OSHA's Enhanced Enforcement Program Shows Significant Gains for FY2005

The Agency's Enhanced Enforcement Program (EEP) focuses on employers who ignore their OSH Act obligations, and place their employees at risk. EEP targets cases with extremely serious violations related to a fatality or multiple willful or repeated violations. During FY2005, OSHA identified 615 inspections that qualified as EEP cases -- a 200 percent increase over the preceding year. The objective of EEP is to assure sustained compliance at these facilities. If an inspection is classified as an EEP, then it may receive, among other things, follow-up inspections, inspections of other workplaces of that employer, and more stringent settlement provisions.

 

OSHA Enforcement Activity in the Seven Target Industries Remains Robust

OSHA has identified seven industries with high injury/illness rates and a high proportion of severe injuries/illnesses for focused targeting and enforcement activity. These industries include:

 

    * Landscaping and Horticultural Services

    * Oil and Gas Field Services

    * Fruit and Vegetable Processing

    * Blast Furnace and Basic Steel Products

    * Ship and Boat Building and Repair

    * Public Warehousing and Storage

    * Concrete and Concrete Products

During FY2005, OSHA conducted 2,924 inspections within these seven industries. The objective of our effort is to significantly lower the disproportionately high injury and illness rates in these industries.

Injury and Illness Rates Continue to Steadily Decline

Total recordable case rates continued their steady decline. The rate for 2004 (the most recent data available) was the lowest since the implementation of OSHA's revised recordkeeping standard in 2002. In addition to the decline in the rate of total recordable injuries and illnesses, the rate of cases that resulted in lost workdays fell yet again. The continued decline in the lost workday case rate means that fewer American workers encountered safety or health hazards that resulted in serious injuries or illnesses.

Fatality Rate Remains Low
The rate of fatal work injuries was 4.1 fatalities per 100,000 workers as compared to 4.0 fatalities per 100,000 workers the previous year. While a slight increase over the previous year, this figure is still very close to an all-time low and is down by nearly 5% since 2001. OSHA continues to aggressively pursue the reduction of workplace fatalities through implementation of the Strategic Management Plan.

One ongoing concern is among the non-English speaker sector of employees. While fatalities among Hispanic workers increased slightly over last year the fatality rate is down by 12.5% since 2001.

OSHA Inspection Activity Remains Vigorous

OSHA continues to maintain its high level of annual inspection activity. In FY2005, OSHA conducted 38,714 total inspections (up 7.6%), exceeding its goal of 37,700. OSHA responded to 12,503 employee complaints and referrals and this number is greater than in previous years.

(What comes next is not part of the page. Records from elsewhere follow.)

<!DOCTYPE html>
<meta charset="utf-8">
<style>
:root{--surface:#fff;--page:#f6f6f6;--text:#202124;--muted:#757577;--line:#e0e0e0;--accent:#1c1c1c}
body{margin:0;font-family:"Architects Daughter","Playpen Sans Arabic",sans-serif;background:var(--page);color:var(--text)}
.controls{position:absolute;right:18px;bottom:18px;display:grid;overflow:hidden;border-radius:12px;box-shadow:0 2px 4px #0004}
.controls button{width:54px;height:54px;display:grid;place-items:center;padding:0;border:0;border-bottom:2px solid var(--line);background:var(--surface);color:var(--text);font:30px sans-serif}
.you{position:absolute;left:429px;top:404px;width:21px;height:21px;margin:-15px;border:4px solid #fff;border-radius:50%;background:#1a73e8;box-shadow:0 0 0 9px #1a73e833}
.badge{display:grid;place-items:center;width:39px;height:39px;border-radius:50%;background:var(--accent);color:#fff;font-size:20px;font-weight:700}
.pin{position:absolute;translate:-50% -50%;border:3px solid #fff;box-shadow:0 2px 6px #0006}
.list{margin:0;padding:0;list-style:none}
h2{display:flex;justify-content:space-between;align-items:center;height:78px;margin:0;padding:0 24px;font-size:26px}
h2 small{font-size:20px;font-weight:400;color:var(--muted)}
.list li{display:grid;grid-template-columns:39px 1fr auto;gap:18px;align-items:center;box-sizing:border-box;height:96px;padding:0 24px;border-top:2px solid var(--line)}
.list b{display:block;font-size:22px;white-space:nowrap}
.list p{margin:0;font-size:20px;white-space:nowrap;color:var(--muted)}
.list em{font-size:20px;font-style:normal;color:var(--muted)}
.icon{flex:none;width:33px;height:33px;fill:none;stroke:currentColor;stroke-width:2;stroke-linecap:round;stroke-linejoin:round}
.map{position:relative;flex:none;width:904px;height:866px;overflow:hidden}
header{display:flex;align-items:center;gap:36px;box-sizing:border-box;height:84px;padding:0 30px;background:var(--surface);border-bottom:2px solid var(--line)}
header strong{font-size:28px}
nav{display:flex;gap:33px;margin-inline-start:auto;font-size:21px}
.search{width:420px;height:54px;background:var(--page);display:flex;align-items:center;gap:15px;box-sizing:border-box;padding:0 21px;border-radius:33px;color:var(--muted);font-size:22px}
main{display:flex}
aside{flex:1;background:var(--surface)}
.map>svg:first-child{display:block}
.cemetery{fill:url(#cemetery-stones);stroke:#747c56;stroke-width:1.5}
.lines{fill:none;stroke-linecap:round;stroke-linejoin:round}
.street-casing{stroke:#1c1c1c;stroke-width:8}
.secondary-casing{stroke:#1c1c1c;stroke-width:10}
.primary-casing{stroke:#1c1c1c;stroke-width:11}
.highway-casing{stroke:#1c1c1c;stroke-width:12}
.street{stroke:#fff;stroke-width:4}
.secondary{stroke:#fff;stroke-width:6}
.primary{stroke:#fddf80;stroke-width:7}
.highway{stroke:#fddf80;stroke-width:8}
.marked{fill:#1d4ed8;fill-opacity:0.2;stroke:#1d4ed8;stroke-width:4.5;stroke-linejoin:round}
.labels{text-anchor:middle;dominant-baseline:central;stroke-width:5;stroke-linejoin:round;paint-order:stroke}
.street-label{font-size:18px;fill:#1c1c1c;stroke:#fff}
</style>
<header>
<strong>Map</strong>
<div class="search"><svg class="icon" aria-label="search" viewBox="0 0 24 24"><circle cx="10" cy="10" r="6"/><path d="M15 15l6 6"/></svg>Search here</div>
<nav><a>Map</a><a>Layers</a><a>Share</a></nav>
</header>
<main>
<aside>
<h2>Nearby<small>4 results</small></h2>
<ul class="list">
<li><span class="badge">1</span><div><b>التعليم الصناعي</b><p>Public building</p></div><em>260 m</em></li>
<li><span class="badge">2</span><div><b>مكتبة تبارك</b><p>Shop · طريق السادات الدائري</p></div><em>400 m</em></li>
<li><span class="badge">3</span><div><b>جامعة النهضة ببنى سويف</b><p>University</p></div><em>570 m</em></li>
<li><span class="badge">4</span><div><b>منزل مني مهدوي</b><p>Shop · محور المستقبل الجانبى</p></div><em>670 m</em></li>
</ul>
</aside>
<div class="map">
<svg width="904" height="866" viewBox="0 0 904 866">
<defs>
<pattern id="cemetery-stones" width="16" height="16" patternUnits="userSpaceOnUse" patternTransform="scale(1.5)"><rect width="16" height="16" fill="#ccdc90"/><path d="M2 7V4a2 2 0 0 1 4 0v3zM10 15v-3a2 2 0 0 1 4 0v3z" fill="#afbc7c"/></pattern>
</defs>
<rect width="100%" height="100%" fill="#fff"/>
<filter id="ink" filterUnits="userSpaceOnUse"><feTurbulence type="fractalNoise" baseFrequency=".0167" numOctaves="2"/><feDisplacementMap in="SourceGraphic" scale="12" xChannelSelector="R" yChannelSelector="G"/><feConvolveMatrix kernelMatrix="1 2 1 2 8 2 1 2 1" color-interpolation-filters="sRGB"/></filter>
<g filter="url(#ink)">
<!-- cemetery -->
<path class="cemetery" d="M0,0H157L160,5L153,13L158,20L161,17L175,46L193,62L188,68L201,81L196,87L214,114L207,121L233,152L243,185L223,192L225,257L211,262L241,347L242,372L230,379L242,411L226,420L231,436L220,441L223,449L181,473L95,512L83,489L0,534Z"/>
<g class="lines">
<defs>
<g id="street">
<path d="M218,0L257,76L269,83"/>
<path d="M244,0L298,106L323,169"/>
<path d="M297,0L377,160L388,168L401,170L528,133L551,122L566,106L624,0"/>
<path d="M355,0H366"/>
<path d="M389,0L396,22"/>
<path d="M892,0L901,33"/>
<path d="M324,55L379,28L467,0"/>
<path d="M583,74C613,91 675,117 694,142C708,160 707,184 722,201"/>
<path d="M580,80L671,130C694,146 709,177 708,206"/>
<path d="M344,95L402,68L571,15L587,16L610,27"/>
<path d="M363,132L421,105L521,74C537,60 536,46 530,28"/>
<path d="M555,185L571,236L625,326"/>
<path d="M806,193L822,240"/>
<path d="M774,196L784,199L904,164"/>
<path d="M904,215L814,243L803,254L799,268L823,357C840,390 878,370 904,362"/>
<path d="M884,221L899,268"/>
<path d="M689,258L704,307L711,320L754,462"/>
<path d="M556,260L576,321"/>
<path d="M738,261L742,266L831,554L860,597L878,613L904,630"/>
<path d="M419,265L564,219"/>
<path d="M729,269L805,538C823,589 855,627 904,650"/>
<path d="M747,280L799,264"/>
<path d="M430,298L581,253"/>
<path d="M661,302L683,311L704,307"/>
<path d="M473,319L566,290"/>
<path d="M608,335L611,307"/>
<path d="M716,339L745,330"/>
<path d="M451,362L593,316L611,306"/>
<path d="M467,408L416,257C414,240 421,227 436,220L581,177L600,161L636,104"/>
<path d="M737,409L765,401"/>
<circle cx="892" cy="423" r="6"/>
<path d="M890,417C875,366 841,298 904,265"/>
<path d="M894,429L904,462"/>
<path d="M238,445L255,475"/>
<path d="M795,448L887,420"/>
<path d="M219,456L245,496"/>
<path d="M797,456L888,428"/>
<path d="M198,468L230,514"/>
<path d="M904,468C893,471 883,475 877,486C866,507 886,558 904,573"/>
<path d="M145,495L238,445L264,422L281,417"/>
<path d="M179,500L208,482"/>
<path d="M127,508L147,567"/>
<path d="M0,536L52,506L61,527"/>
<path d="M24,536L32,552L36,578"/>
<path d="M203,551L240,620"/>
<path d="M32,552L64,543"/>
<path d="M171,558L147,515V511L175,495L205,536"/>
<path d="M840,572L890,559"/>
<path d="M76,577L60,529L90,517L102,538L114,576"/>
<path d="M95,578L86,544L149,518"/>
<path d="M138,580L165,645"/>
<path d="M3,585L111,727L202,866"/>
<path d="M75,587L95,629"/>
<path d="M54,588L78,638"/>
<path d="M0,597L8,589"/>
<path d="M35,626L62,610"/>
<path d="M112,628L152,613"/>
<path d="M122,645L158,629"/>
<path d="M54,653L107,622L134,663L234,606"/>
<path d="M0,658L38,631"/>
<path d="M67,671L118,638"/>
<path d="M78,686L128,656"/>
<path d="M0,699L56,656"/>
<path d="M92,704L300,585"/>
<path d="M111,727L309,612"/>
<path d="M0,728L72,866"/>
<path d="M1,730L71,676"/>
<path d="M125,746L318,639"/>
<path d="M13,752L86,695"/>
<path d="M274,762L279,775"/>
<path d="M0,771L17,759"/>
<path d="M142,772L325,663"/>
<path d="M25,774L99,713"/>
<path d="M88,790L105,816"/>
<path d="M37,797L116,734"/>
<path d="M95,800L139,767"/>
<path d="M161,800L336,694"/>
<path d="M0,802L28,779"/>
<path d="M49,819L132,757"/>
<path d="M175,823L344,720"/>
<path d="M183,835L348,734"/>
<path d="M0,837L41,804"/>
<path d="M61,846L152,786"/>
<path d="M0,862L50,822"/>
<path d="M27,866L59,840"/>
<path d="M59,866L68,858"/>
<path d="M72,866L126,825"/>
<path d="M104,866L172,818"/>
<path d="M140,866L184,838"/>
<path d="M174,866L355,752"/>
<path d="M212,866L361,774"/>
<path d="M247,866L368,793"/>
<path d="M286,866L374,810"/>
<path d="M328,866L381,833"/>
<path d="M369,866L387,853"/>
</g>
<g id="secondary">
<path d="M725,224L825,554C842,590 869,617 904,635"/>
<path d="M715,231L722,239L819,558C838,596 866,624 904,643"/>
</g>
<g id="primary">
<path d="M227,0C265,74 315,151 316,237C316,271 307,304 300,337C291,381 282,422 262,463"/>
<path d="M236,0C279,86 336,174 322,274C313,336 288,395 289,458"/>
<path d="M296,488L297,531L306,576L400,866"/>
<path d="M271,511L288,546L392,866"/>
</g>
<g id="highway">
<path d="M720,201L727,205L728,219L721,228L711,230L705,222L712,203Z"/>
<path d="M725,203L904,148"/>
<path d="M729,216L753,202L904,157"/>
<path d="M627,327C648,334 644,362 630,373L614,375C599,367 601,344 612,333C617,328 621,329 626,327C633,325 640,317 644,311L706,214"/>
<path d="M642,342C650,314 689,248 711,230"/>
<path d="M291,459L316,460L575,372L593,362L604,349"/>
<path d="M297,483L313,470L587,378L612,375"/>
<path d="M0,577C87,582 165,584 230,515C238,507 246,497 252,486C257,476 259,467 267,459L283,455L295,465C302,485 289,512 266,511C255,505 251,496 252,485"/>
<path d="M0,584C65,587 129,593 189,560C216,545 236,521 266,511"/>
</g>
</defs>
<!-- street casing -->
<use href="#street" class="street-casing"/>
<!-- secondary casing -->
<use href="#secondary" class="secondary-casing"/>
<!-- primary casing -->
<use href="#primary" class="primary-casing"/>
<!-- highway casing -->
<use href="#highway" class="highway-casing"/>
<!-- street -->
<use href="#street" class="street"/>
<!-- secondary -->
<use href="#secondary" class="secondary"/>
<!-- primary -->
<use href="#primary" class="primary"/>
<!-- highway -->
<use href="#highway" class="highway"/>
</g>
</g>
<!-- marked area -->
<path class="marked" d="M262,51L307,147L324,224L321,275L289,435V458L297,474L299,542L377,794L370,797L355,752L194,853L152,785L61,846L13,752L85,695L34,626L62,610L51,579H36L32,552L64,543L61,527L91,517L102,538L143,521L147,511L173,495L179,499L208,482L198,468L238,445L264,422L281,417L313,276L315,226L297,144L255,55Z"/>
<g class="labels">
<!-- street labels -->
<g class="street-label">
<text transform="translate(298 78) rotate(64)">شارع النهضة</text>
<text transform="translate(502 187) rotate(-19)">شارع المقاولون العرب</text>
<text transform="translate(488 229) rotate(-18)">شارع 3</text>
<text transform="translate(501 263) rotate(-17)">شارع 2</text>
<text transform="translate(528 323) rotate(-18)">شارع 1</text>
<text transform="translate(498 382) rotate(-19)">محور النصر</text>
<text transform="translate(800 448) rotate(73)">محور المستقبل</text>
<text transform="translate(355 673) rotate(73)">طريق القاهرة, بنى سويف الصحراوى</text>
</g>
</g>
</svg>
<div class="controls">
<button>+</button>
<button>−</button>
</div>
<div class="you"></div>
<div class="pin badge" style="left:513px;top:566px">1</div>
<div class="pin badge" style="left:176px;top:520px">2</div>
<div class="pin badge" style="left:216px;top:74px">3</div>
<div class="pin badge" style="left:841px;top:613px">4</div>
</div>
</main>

Total Violations Remain at High Levels; Willful Violations Show Significant Gains
In FY2005, 85,307 violations of OSHA's standards and regulations were found in the nation's workplaces; a 9.5 percent increase since 2001. The number of willful violations increased 62 percent over FY2004. The increase in willful violations shows that OSHA enforcement continues to be strong, identifying employers who intentionally disregarded the law and ensuring that employees are protected from serious hazards.

OSHA continues to focus on the bottom line: reducing workplace injuries, illnesses, and fatalities. Safety and health add value to business, to the workplace, and to life.

The bottom line for employers: take the health & safety of your employers seriously. A six step approach is required, including the following:

 

1. Training of employees

2. Written Safety Program

3. Proactive Worksite Inspections

4. OSHA Postings

5. Injury & Illness Recordkeeping

6. Knowledge of the OSHA Regulations

 

By incorporating these six steps in your organizations, you will become compliant with the law and more importantly, you'll keep your employees SAFE!